▶ Task: From the entries below, transcribe exactly the lines between the line holding "margin:0; padding:0; list-style:none" and the line holding "font-size:23px; font-weight:400; color:#7c7c81", inclusive; skip all other lines.
[[ Supplied data open ]]
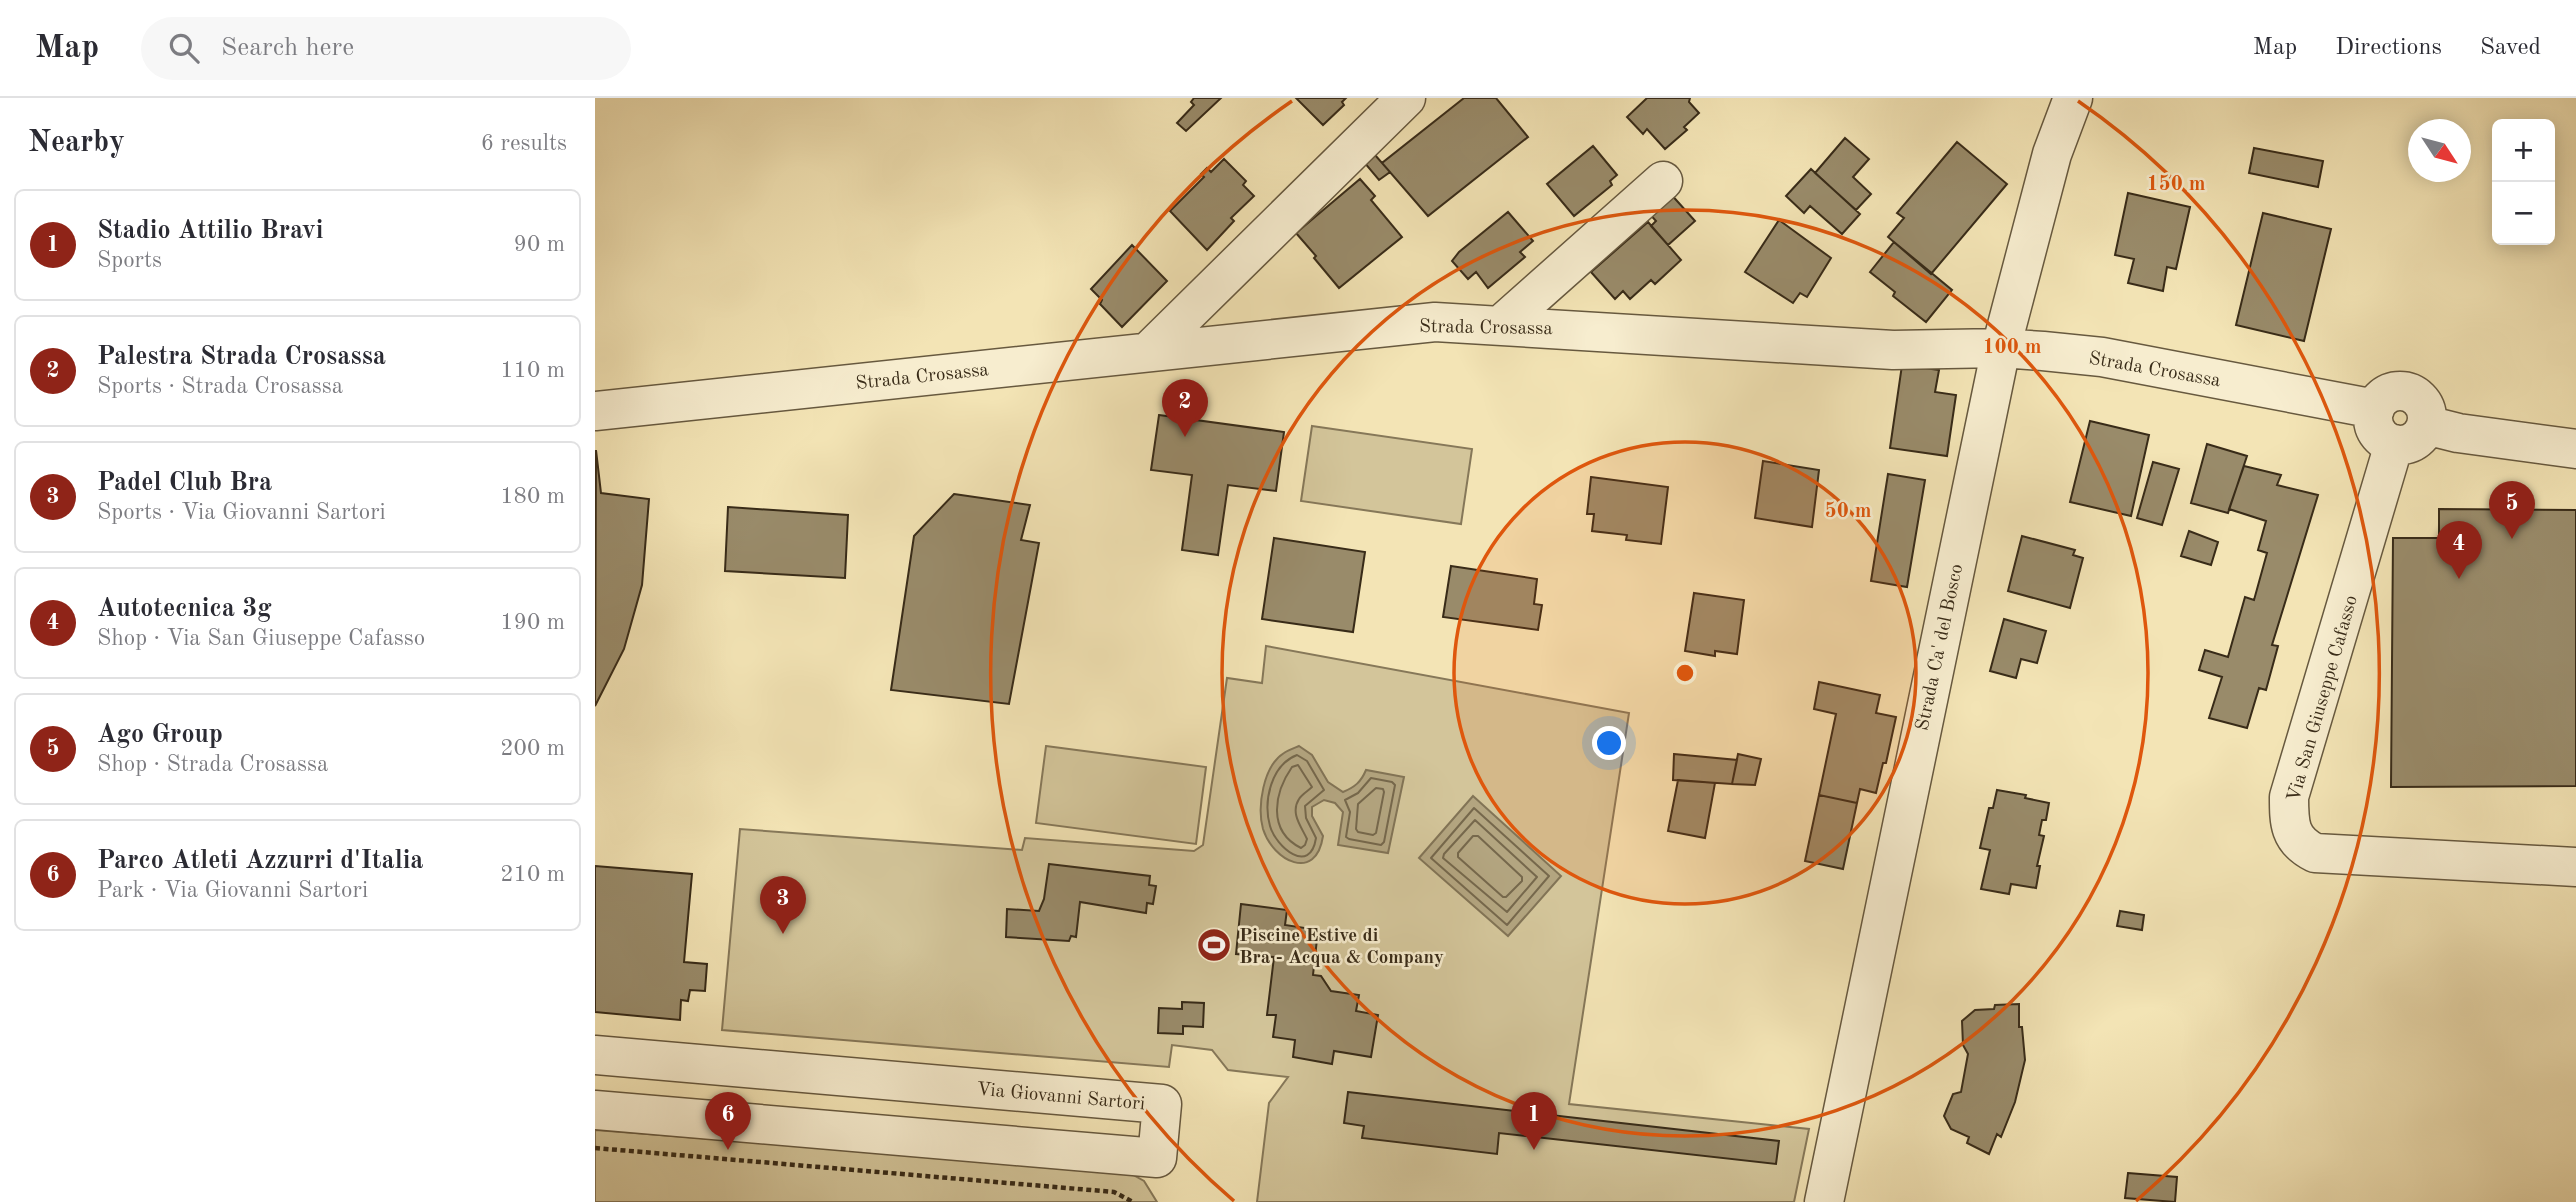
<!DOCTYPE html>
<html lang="en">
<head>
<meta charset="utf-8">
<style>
  body { margin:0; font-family:"Old Standard TT",serif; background:#f7f7f7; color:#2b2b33 }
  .controls { position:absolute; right:21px; top:21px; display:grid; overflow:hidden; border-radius:10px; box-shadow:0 4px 18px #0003 }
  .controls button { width:63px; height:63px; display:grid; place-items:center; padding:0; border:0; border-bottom:2px solid #e1e1e2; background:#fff; color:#2b2b33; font:35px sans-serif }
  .compass { position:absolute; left:1813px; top:21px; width:63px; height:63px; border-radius:50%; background:#fff; box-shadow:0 4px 18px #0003; rotate:126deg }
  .you { position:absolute; left:1015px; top:646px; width:24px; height:24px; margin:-18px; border:5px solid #fff; border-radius:50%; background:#1a73e8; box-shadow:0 0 0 10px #1a73e833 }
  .badge { display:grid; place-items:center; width:46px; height:46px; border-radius:50%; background:#8f2418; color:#fff; font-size:23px; font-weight:700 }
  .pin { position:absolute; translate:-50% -58px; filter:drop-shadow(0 2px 4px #0008) }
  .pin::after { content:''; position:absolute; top:37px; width:24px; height:21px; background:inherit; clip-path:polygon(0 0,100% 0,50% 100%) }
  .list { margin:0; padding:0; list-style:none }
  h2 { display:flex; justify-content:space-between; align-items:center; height:91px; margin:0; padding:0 28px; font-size:30px }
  h2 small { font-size:23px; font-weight:400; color:#7c7c81 }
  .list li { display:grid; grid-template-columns:46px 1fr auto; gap:21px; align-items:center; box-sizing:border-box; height:112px; margin:0 14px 14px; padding:0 14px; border:2px solid #e1e1e2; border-radius:10px }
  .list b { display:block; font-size:26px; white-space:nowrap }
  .list p { margin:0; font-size:23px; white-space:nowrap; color:#7c7c81 }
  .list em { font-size:23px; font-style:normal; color:#7c7c81 }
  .icon { flex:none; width:38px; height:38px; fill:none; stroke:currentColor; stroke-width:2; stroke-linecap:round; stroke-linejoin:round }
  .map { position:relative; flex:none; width:1981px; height:1104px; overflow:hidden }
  header { display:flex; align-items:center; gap:42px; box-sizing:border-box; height:98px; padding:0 35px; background:#fff; border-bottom:2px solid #e1e1e2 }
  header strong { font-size:33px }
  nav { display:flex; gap:38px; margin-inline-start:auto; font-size:24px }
  .search { width:490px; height:63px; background:#f7f7f7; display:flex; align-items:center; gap:18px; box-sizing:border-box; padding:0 24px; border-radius:38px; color:#7c7c81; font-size:26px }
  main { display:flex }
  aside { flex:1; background:#fff }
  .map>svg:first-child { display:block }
  .green { fill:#d3c59a; stroke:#867859; stroke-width:2 }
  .water { fill:#b3a580; stroke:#827456; stroke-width:2 }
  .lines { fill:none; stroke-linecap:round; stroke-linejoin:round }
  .shore { stroke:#76684c; stroke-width:2 }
  .building { fill:#998b6a; stroke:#382b18; stroke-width:2 }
  .minor-casing { stroke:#67593f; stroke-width:41 }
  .path { stroke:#382b18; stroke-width:4.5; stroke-dasharray:5 3.5; stroke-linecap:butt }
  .minor { stroke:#f7edcf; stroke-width:38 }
  .ring { fill:none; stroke:#df570d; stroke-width:3.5 }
  .labels { text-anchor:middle; stroke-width:5; stroke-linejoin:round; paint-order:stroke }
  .street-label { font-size:19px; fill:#382b18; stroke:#f7edcf }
  .poi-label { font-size:19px; font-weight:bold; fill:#382b18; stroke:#f7edcf; text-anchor:start }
  .centre { fill:#df570d; stroke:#f7edcf; stroke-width:3.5 }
  .ring-label { font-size:21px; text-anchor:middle; font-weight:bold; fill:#df570d; stroke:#f7edcf; stroke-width:5; stroke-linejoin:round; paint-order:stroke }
</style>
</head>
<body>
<header>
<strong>Map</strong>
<div class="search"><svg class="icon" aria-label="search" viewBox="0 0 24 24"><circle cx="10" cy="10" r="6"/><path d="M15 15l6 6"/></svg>Search here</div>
<nav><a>Map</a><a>Directions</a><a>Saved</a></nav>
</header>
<main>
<aside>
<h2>Nearby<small>6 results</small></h2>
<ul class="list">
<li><span class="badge">1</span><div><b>Stadio Attilio Bravi</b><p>Sports</p></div><em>90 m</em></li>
<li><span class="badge">2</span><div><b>Palestra Strada Crosassa</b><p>Sports · Strada Crosassa</p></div><em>110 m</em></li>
<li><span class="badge">3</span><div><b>Padel Club Bra</b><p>Sports · Via Giovanni Sartori</p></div><em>180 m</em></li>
<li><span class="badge">4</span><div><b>Autotecnica 3g</b><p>Shop · Via San Giuseppe Cafasso</p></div><em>190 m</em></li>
<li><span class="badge">5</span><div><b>Ago Group</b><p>Shop · Strada Crosassa</p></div><em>200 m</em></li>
<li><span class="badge">6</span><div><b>Parco Atleti Azzurri d'Italia</b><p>Park · Via Giovanni Sartori</p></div><em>210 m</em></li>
</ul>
</aside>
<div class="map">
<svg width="1981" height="1104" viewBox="0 0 1981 1104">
  <rect width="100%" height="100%" fill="#f3e4b5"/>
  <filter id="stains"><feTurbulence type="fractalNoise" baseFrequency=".00286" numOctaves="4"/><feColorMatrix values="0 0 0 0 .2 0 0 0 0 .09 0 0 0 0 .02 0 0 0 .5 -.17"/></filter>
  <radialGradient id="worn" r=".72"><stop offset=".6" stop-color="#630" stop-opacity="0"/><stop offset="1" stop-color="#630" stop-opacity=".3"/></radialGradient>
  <!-- green -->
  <path class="green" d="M 717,328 L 877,351 L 866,426 L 706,403 Z
    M 671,548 L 1034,615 L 974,1006 L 1214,1031 L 1199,1104 L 662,1104 L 674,1005 L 693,979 L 633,972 L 617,952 L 577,947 L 574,969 L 127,932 L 145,731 L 427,752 L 430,740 L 599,753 L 608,747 L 632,580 L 667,585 Z
    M 451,648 L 611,669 L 601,746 L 441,725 Z
    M 0,1032 L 531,1073 L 549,1083 L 562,1104 L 0,1104 Z"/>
  <!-- water -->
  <path class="water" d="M 704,648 L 717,657 L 733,684 L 748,694 C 760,689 766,684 771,672 L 809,679 L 793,755 L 743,747 L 748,714 L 740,705 L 729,702 L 717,709 L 717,718 L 728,738 C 721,785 678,763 668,731 C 662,709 668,668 689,655 C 693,652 699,650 704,648 Z
    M 878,698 L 966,778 L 913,838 L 824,760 Z"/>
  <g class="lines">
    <!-- shore -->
    <path class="shore" d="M 702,657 L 712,663 L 729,692 L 710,708 L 711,720 L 721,740 C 715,778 681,749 675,728 C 668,703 676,667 702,657 Z
      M 703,667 L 717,689 C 713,693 707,696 704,701 C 695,715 706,728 712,741 L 710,747 L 706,750 C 672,733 679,695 697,669 Z
      M 776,680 L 797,684 L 800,687 L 789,744 L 786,747 L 754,741 L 751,739 L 755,714 L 750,702 L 763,695 Z
      M 781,690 L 788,691 L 789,694 L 781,735 L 778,737 L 763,734 L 761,731 L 763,706 Z
      M 879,710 L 954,778 L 912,827 L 836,760 Z
      M 880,722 L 942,779 L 912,814 L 848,760 L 849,756 Z
      M 878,738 L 883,738 L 927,779 L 927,783 L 911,799 L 908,799 L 863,759 L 863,755 Z"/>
  </g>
  <!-- building -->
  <path class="building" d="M 599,0 L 626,0 L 591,33 L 582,25 L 599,7 L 596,4 Z
    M 701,0 L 751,0 L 747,4 L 749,7 L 728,27 Z
    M 869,0 L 901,0 L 933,39 L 833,118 L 787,65 Z
    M 1052,0 L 1095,0 L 1094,4 L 1104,15 L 1089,29 L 1092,32 L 1070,51 L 1052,31 L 1048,36 L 1032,19 Z
    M 1250,40 L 1274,61 L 1258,79 L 1276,96 L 1261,112 L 1220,75 Z
    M 1362,44 L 1412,86 L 1336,176 L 1293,139 L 1309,120 L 1302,115 Z
    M 998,48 L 1022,77 L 1015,83 L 1017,87 L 979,118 L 952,86 Z
    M 773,49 L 795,74 L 784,82 L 763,57 Z
    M 1659,50 L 1728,63 L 1723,89 L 1654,75 Z
    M 629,61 L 651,83 L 648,87 L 659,98 L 636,120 L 639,123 L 612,152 L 575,113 L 609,79 L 606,76 L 612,70 L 616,74 Z
    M 1216,71 L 1265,116 L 1247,136 L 1215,108 L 1209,115 L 1191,98 Z
    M 765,81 L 780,98 L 776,102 L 807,139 L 744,190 L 719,160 L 721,158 L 701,135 Z
    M 1074,94 L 1100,123 L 1073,147 L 1056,128 L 1061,123 L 1053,114 Z
    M 1533,95 L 1595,109 L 1581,171 L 1572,169 L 1568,193 L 1533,185 L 1539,161 L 1520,157 Z
    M 913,114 L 938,143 L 925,154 L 930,159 L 893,190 L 881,174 L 873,181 L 857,163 L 864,154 Z
    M 1668,115 L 1736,131 L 1709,243 L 1641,227 Z
    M 1184,122 L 1236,160 L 1212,199 L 1205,195 L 1198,205 L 1150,174 Z
    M 1053,124 L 1086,162 L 1060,186 L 1056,182 L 1035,201 L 1028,193 L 1020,201 L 996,174 Z
    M 1299,144 L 1357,192 L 1331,224 L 1298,198 L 1300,194 L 1275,174 Z
    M 537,147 L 572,183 L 527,229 L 505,206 L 507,202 L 496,191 Z
    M 1307,267 L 1344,272 L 1340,294 L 1361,297 L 1352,358 L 1295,350 Z
    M 564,317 L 689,334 L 681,393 L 633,387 L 623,457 L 587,452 L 597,377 L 556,372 Z
    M 1495,323 L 1554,337 L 1536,418 L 1475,404 Z
    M 1612,346 L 1652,358 L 1633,415 L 1596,405 Z
    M 1,352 L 6,395 L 54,401 L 47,487 L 29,551 L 0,608 Z
    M 1168,363 L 1224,372 L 1217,429 L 1160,420 Z
    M 1558,364 L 1584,371 L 1567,427 L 1542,420 Z
    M 1649,368 L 1686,377 L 1682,387 L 1723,397 L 1677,547 L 1683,548 L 1671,592 L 1664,590 L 1652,630 L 1614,620 L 1627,579 L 1604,572 L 1610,552 L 1633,559 L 1650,499 L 1659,502 L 1672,455 L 1663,452 L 1671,423 L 1634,411 Z
    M 1293,376 L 1330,382 L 1312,489 L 1276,483 Z
    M 996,379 L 1073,389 L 1066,446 L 1031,442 L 1032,437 L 997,433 L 999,416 L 992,416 Z
    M 359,396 L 435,407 L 426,442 L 444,445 L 414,606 L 296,592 L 319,438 Z
    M 133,409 L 253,417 L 250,480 L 130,473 Z
    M 1844,411 L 1981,412 L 1981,688 L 1796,689 L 1798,440 L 1844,440 Z
    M 1594,433 L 1623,444 L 1616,467 L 1586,458 Z
    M 1427,438 L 1480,452 L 1478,457 L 1488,460 L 1475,510 L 1413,493 Z
    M 679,440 L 770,454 L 758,534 L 667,521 Z
    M 856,468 L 942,481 L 939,506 L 947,507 L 943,532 L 848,519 Z
    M 1099,495 L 1149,502 L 1142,556 L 1120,553 L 1120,558 L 1090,553 Z
    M 1409,521 L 1451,533 L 1442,565 L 1426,561 L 1421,580 L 1395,573 Z
    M 1224,584 L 1285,597 L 1281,615 L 1301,619 L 1291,665 L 1288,665 L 1281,695 L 1265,691 L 1262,705 L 1224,697 L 1241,616 L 1219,611 Z
    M 1079,656 L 1142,662 L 1137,686 L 1078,682 Z
    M 1143,656 L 1166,661 L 1160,687 L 1137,686 Z
    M 1083,682 L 1120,685 L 1110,740 L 1073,733 Z
    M 1402,692 L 1431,697 L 1430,700 L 1454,705 L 1451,722 L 1447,722 L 1444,737 L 1449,738 L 1442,768 L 1445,768 L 1441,790 L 1416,786 L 1414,796 L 1386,791 L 1395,752 L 1385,750 L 1394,710 L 1398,710 Z
    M 1224,697 L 1262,705 L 1248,771 L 1210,763 Z
    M 454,766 L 555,778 L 554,787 L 561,788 L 558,806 L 552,805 L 551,815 L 485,804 L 481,839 L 476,838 L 474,843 L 411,839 L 412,811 L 444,813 L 449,801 Z
    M 0,768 L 97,776 L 89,864 L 112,866 L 110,893 L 95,892 L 93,903 L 86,902 L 85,922 L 0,914 Z
    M 646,806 L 692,812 L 690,827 L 723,832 L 718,877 L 726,878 L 736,893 L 764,897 L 761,913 L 783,917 L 776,959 L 739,953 L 737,966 L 698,959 L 700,942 L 678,939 L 681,917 L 672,917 L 679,859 L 641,856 Z
    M 1525,813 L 1549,817 L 1547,832 L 1522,828 Z
    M 587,904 L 609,905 L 608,929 L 588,928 L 588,936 L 563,935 L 564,910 L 587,911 Z
    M 1424,906 L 1424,929 L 1427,929 L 1430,962 L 1420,1004 L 1406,1039 L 1402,1036 L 1394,1056 L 1372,1045 L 1374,1039 L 1356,1031 L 1349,1018 L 1358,996 L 1366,994 L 1373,956 L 1368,947 L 1367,923 L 1380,912 L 1399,911 L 1400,907 Z
    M 753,994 L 1184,1043 L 1181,1066 L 904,1035 L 902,1056 L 767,1040 L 769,1028 L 749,1025 Z
    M 1533,1075 L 1582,1079 L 1580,1104 L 1530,1100 Z"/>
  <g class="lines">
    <!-- minor casing -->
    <g class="minor-casing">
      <path id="minor" d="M 907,226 L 1068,83
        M 553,254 L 811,0
        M1778 320a27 27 0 1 1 54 0a27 27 0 1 1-54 0Z
        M 0,313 L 840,224 L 1298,252 L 1406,250 L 1448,253 L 1507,259 L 1780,311
        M 1831,327 L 1863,335 L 1981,351
        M 1799,346 L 1694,699 C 1694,725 1694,742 1720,755 L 1981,769
        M 0,957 L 567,1006 L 562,1060 L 0,1012
        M 1229,1104 L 1406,250 L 1457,56 L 1478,0"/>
    </g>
    <!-- path -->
    <path class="path" d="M 0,1050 L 519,1094 L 538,1104"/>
    <!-- minor -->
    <use href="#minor" class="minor"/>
  </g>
  <!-- distance rings -->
  <circle cx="1090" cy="575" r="231" fill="#df570d" fill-opacity=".12"/>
  <g class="ring">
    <circle cx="1090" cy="575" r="231"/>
    <circle cx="1090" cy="575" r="463"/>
    <path d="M639 1103A694 694 0 0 1 697 3M1483 3A694 694 0 0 1 1541 1103"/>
  </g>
  <!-- icons -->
  <defs>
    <g id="stadium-disc" transform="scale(1.75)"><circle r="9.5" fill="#8f2418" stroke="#f7edcf"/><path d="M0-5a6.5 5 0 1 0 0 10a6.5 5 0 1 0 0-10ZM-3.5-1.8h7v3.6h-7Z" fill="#fff"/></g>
  </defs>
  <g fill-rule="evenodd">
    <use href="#stadium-disc" x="619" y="847"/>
  </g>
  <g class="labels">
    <!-- street labels -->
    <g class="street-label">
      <text transform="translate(891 228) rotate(1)" y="7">Strada Crosassa</text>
      <text transform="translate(1560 270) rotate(10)" y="7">Strada Crosassa</text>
      <text transform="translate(327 277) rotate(-6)" y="7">Strada Crosassa</text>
      <text transform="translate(1343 549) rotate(-78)" y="7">Strada Ca' del Bosco</text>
      <text transform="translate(1726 600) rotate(-74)" y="7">Via San Giuseppe Cafasso</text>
      <text transform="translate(466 997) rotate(5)" y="7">Via Giovanni Sartori</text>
    </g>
    <!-- poi labels -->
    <g class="poi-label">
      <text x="644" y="843">Piscine Estive di<tspan x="644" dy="22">Bra - Acqua &amp; Company</tspan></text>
    </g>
  </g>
  <circle cx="1090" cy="575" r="10" class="centre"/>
  <g class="ring-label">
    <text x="1581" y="92">150 m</text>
    <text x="1417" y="255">100 m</text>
    <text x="1253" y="419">50 m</text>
  </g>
  <rect width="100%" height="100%" filter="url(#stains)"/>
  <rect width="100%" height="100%" fill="url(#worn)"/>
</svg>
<div class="controls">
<button>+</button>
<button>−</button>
</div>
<svg class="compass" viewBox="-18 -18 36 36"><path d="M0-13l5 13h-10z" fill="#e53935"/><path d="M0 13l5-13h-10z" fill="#7c7c81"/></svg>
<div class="you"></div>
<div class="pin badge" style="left:939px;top:1052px">1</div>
<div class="pin badge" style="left:590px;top:339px">2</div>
<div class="pin badge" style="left:188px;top:836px">3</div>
<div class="pin badge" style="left:1864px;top:481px">4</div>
<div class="pin badge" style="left:1917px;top:441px">5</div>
<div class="pin badge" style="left:133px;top:1052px">6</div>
</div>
</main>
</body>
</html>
[[ Supplied data closed ]]
▶ Answer box:
  .list { margin:0; padding:0; list-style:none }
  h2 { display:flex; justify-content:space-between; align-items:center; height:91px; margin:0; padding:0 28px; font-size:30px }
  h2 small { font-size:23px; font-weight:400; color:#7c7c81 }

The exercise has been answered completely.